The suns were still up when the shift ended, and Jaime and several thousand other men and women trudged the three kilometers back to the barracks. Chow time was not scheduled until after suns-set; the conspirators, Jaime, Alita, Dieter, and Wal, all met by the eastern wall of the old factory, and this time Shari Barstowe joined them.

When he introduced her, he didn't tell them—and she did not volunteer—that he'd met her on the bone pile at Hector's fifty-meter line.

"So you're telling us that Hector remembers some stuff, but not anything about the battle, or him getting taken over," Dieter said, thoughtful. "That's pretty weird. How could the Masters know our programming methods, how could they know Hector so well that they could reprogram him that way?"

"Bolobotomy," Wal said.

"I beg your pardon?" Dieter said.

"Sounds like Hector's received a Bolobotomy."

"Like a human lobotomy?

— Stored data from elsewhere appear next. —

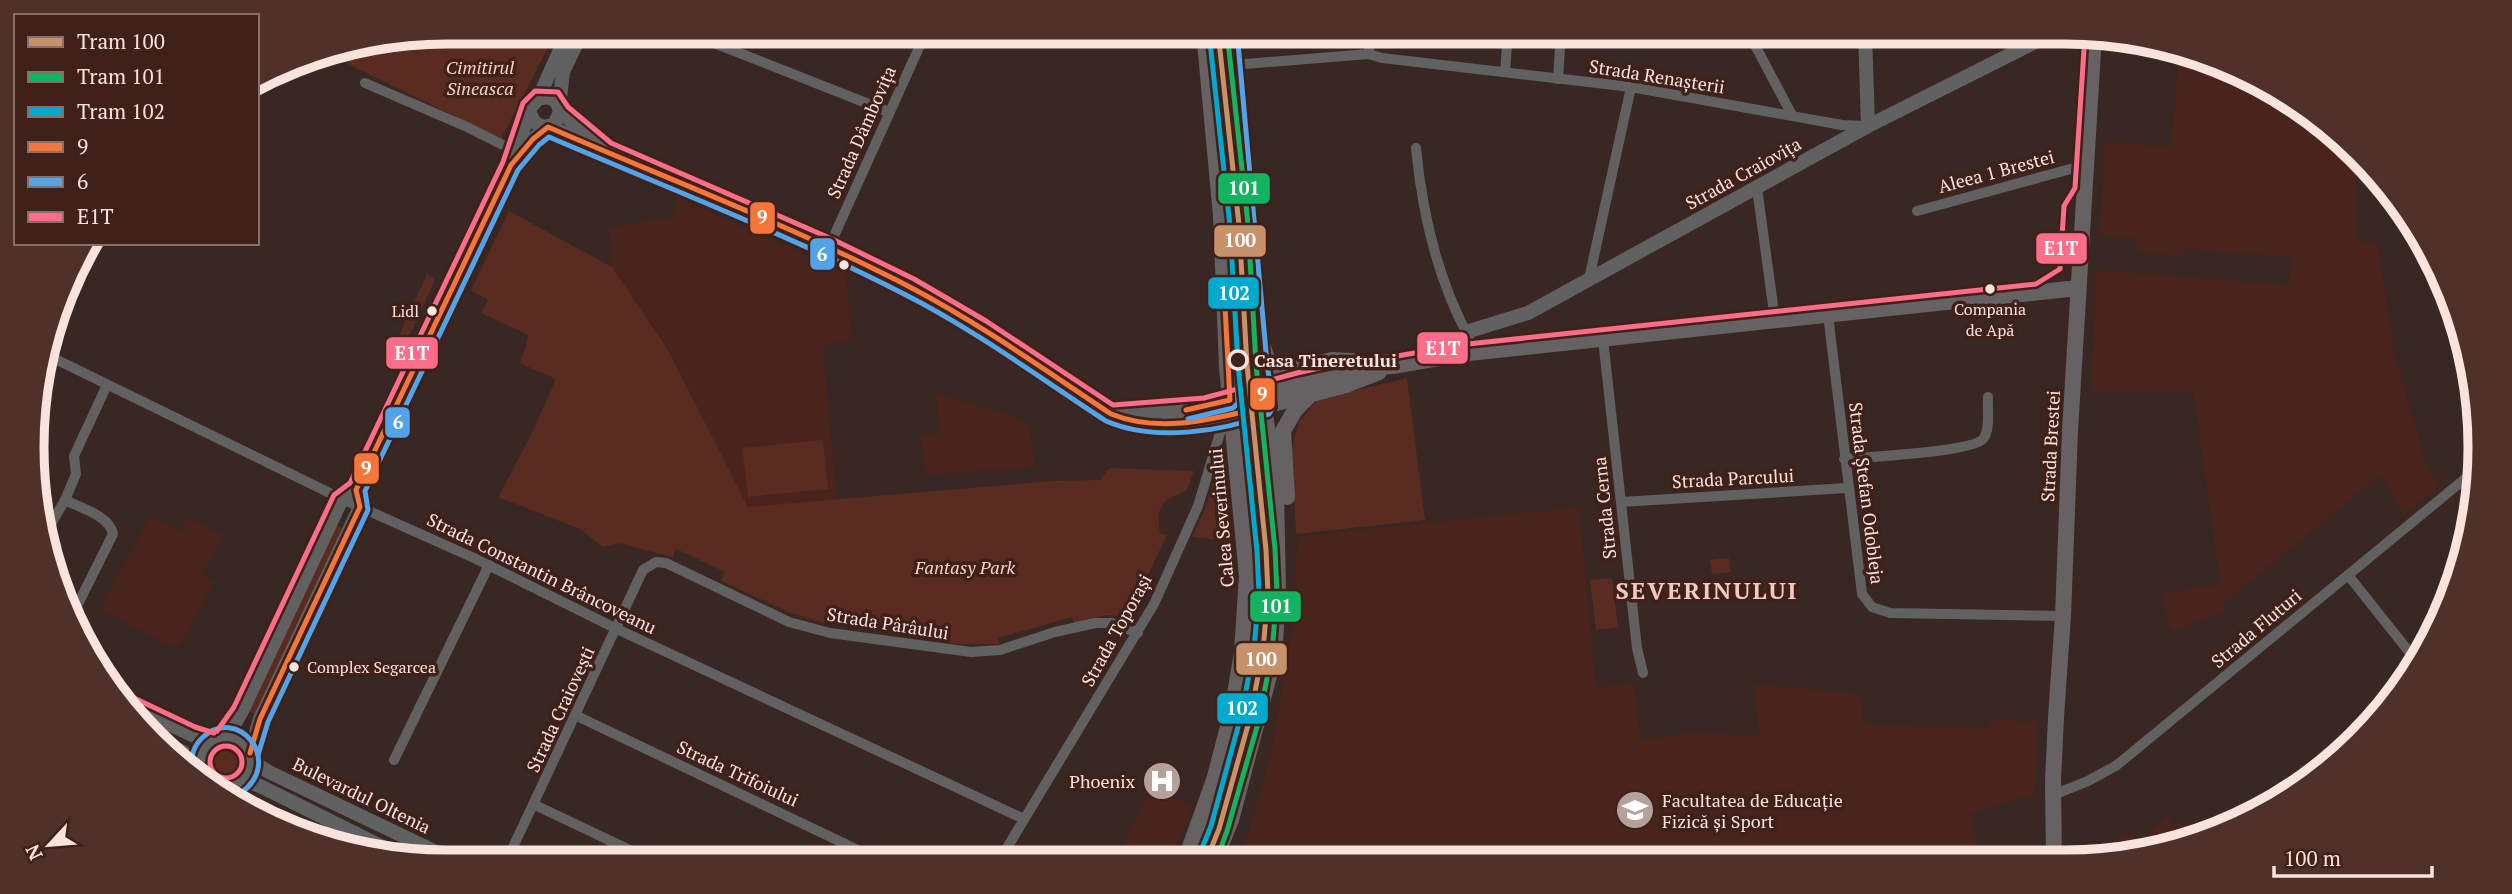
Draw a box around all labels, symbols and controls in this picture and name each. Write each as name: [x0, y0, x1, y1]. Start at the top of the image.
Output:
legend: [14, 14, 259, 245]
text: Tram 100: [77, 27, 165, 55]
street label: Strada Renașterii: [1587, 53, 1727, 99]
park label: Cimitirul Sineasca: [446, 55, 514, 100]
text: Tram 101: [77, 62, 165, 90]
street label: Strada Dâmbovița: [821, 62, 901, 202]
text: Tram 102: [77, 97, 165, 125]
street label: Strada Craiovița: [1681, 131, 1805, 215]
text: 9: [77, 132, 88, 160]
street label: Aleea 1 Brestei: [1935, 144, 2057, 198]
text: 6: [77, 167, 88, 195]
line badge: 101: [1217, 172, 1271, 205]
text: 101: [1228, 175, 1260, 200]
line badge: 9: [749, 201, 776, 235]
text: E1T: [77, 202, 113, 230]
text: 9: [757, 204, 768, 229]
line badge: 100: [1213, 224, 1267, 258]
text: 100: [1224, 227, 1256, 252]
line badge: E1T: [2035, 232, 2088, 265]
text: E1T: [2044, 235, 2079, 260]
line badge: 6: [809, 237, 836, 271]
text: 6: [817, 241, 828, 266]
unlabelled marker: [837, 258, 851, 272]
line badge: 102: [1207, 276, 1260, 310]
text: 102: [1218, 280, 1250, 305]
marker: Compania de Apă: [1983, 282, 1997, 296]
place label: Compania de Apă: [1954, 298, 2026, 341]
place label: Lidl: [392, 300, 419, 322]
marker: Lidl: [425, 304, 439, 318]
line badge: E1T: [1416, 331, 1469, 365]
text: E1T: [1426, 335, 1461, 360]
line badge: E1T: [385, 336, 439, 370]
text: E1T: [395, 340, 430, 365]
place label: Casa Tineretului: [1254, 348, 1397, 372]
marker: Casa Tineretului: [1228, 350, 1248, 370]
line badge: 9: [1249, 377, 1276, 411]
text: 9: [1257, 381, 1268, 406]
street label: Strada Brestei: [2035, 390, 2065, 502]
street label: Strada Ștefan Odobleja: [1844, 401, 1890, 585]
line badge: 6: [384, 406, 411, 439]
text: 6: [393, 409, 404, 434]
street label: Calea Severinului: [1203, 448, 1239, 588]
line badge: 9: [353, 452, 380, 485]
text: 9: [361, 455, 372, 480]
street label: Strada Cerna: [1587, 456, 1621, 560]
street label: Strada Parcului: [1671, 463, 1795, 493]
street label: Strada Constantin Brâncoveanu: [423, 507, 661, 639]
park label: Fantasy Park: [914, 555, 1016, 579]
street label: Strada Toporași: [1075, 569, 1157, 691]
district label: SEVERINULUI: [1615, 574, 1799, 606]
street label: Strada Fluturi: [2206, 583, 2306, 673]
line badge: 101: [1249, 590, 1302, 623]
text: 101: [1260, 593, 1292, 618]
street label: Strada Pârâului: [825, 602, 951, 644]
street label: Strada Craiovești: [520, 642, 600, 776]
line badge: 100: [1235, 642, 1288, 676]
text: 100: [1245, 646, 1277, 671]
place label: Complex Segarcea: [307, 656, 436, 678]
marker: Complex Segarcea: [287, 660, 301, 674]
line badge: 102: [1216, 692, 1269, 725]
text: 102: [1226, 695, 1258, 720]
street label: Strada Trifoiului: [673, 734, 803, 812]
street label: Bulevardul Oltenia: [289, 751, 435, 839]
hospital icon: Phoenix: [1141, 760, 1183, 802]
place label: Phoenix: [1069, 769, 1136, 793]
place label: Facultatea de Educație Fizică și Sport: [1662, 788, 1843, 833]
school or university icon: Facultatea de Educație Fizică și Sport: [1614, 789, 1656, 831]
north arrow: [14, 810, 84, 880]
scale bar: [2274, 834, 2432, 878]
text: N: [19, 840, 48, 865]
text: 100 m: [2284, 844, 2341, 872]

He had part of his brain chopped out?"

"Well, not quite that," Shari said. "Remember, you can't just carve a piece of a Bolo's memory out with a filleting knife."

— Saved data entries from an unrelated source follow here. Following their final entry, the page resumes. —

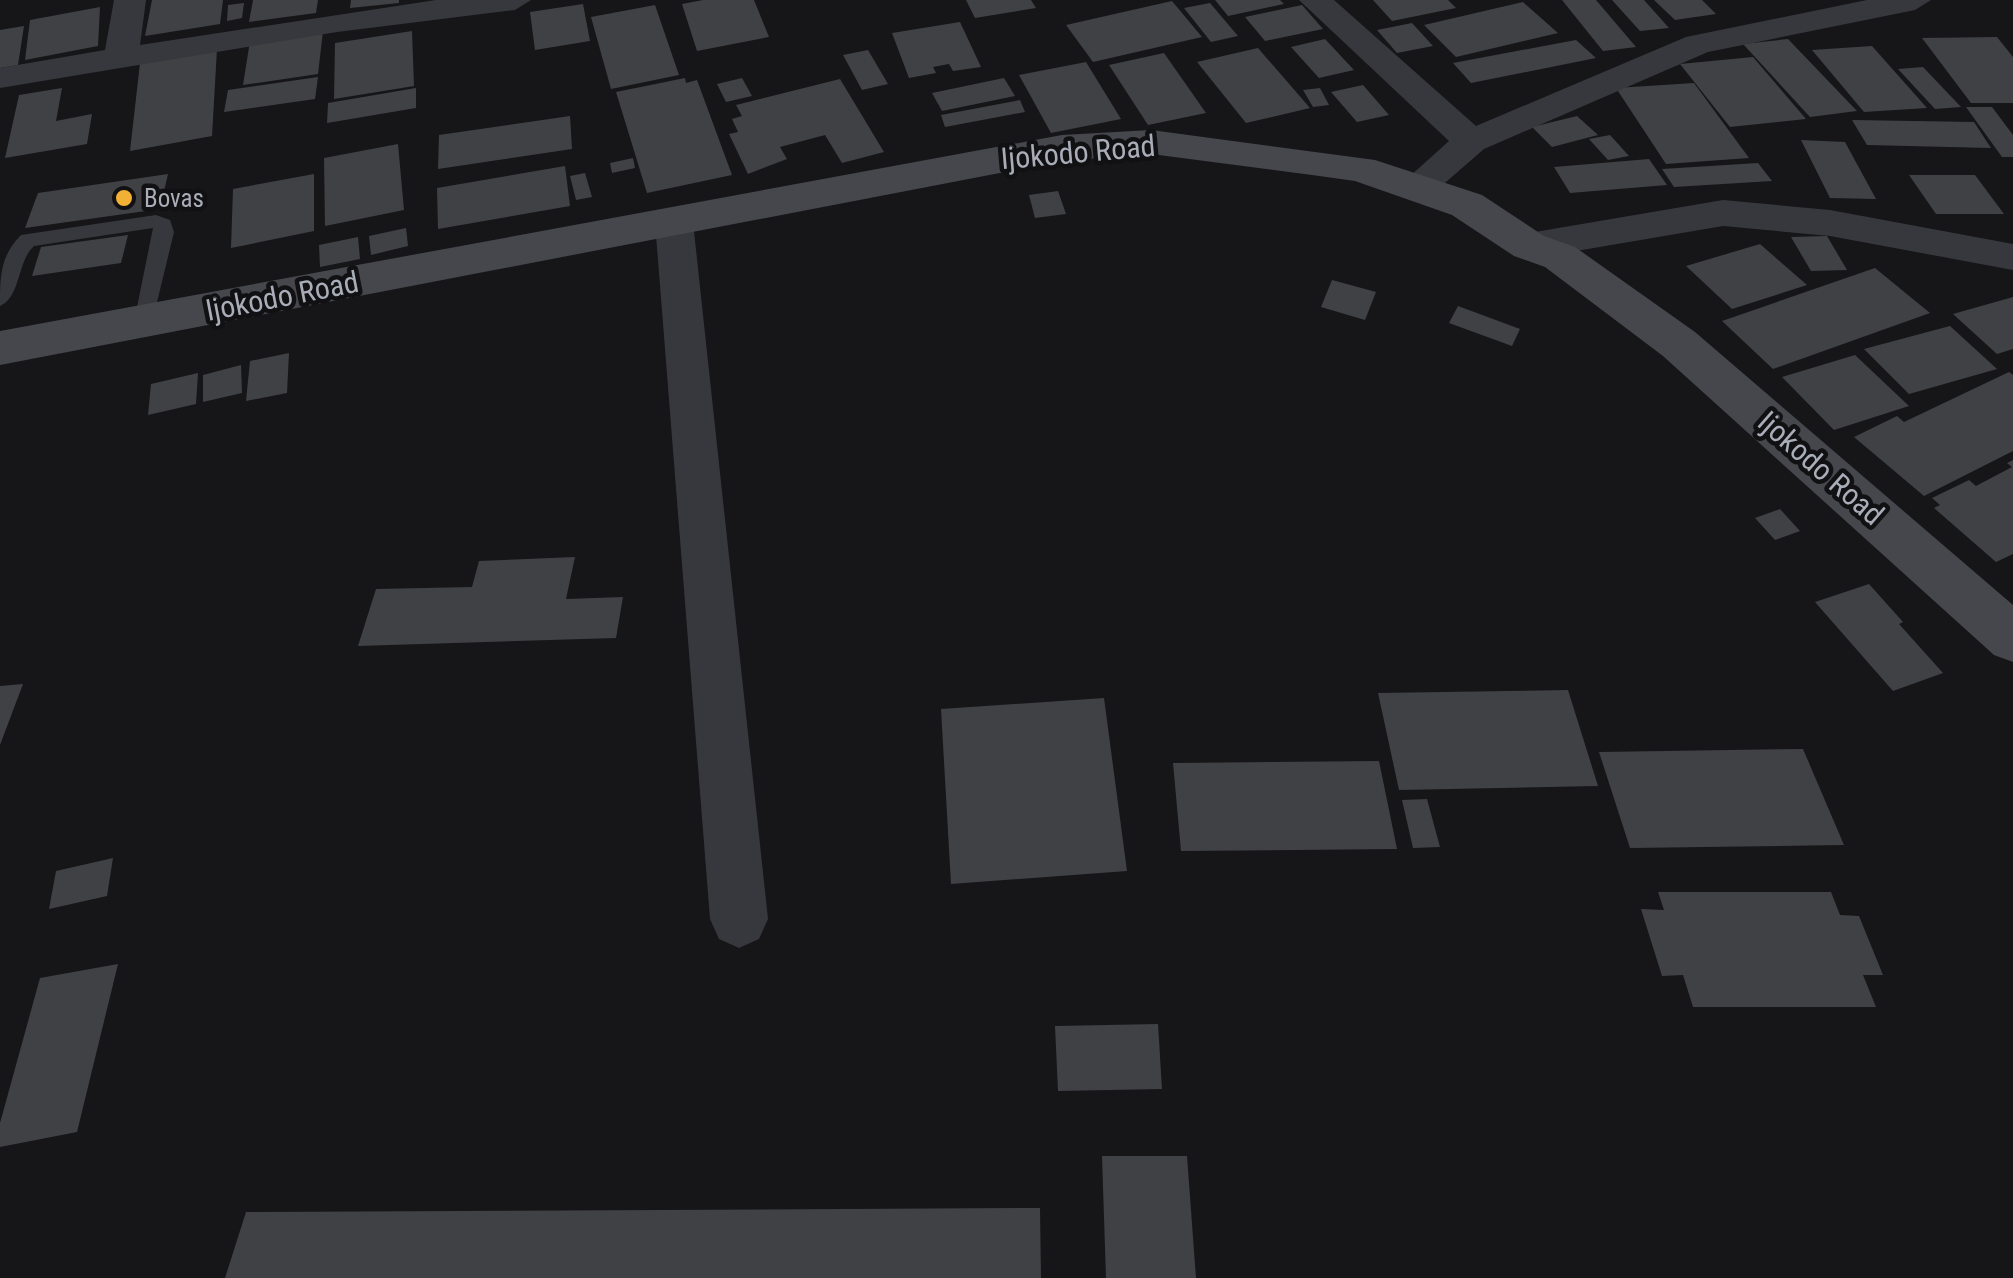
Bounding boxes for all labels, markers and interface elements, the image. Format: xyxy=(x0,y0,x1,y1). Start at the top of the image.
street label: Ijokodo Road xyxy=(999,128,1157,176)
place label: Bovas xyxy=(144,184,204,213)
marker: Bovas xyxy=(113,187,135,209)
street label: Ijokodo Road xyxy=(203,264,361,328)
street label: Ijokodo Road xyxy=(1751,404,1891,532)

"That's right," Alita said. "Holographic memory."

"You just lost me," Jaime said. He made a swishing motion above his head with his hand. "Right over."

"Yes, well," Shari said. "Do you understand the concept of holographic memory?"

Jaime frowned. "I know what a holograph is."

"Yeah," Wal added. "A three-D comm transmission."

"That's not what I'm talking about."

"The language has changed with the technology," Tamas pointed out. "The word holographic is Old Anglic, no, earlier than that. Late English, maybe. Definitely pre-spaceflight."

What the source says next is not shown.